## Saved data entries
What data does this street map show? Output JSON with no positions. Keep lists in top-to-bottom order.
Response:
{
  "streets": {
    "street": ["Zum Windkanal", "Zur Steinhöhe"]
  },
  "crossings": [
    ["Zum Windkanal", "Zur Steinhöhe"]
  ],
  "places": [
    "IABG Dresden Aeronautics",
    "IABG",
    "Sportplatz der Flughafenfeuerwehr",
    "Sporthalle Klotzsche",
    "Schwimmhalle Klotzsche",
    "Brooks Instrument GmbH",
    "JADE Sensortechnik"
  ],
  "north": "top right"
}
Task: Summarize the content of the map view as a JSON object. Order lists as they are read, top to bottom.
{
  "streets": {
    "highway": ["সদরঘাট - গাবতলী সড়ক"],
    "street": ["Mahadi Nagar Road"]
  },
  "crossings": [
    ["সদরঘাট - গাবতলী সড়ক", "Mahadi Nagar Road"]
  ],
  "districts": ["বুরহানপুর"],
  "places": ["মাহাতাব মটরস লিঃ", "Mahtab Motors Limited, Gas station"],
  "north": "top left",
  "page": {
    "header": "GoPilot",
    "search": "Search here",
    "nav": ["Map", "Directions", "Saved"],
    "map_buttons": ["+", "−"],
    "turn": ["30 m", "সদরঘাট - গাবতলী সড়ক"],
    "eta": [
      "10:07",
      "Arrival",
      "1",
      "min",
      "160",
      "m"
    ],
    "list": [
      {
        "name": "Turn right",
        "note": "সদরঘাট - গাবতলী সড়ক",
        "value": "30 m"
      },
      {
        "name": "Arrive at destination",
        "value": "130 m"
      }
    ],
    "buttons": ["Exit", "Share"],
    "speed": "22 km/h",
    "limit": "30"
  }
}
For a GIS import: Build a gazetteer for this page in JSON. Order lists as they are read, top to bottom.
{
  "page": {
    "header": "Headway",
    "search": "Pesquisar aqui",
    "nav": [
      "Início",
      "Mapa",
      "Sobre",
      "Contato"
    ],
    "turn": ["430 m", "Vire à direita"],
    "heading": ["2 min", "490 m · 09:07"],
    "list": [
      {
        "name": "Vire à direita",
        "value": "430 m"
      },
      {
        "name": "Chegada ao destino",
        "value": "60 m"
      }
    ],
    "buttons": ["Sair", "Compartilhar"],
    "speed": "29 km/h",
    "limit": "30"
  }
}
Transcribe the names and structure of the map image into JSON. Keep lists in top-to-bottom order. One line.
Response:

## WORK INSTRUCTION
From the line containing "For a GIS import: Build" down to the last line of the records above, print every line exactly, with both ends kept.

## ANSWER BOX
For a GIS import: Build a gazetteer for this page in JSON. Order lists as they are read, top to bottom.
{
  "page": {
    "header": "Headway",
    "search": "Pesquisar aqui",
    "nav": [
      "Início",
      "Mapa",
      "Sobre",
      "Contato"
    ],
    "turn": ["430 m", "Vire à direita"],
    "heading": ["2 min", "490 m · 09:07"],
    "list": [
      {
        "name": "Vire à direita",
        "value": "430 m"
      },
      {
        "name": "Chegada ao destino",
        "value": "60 m"
      }
    ],
    "buttons": ["Sair", "Compartilhar"],
    "speed": "29 km/h",
    "limit": "30"
  }
}
Transcribe the names and structure of the map image into JSON. Keep lists in top-to-bottom order. One line.
Response:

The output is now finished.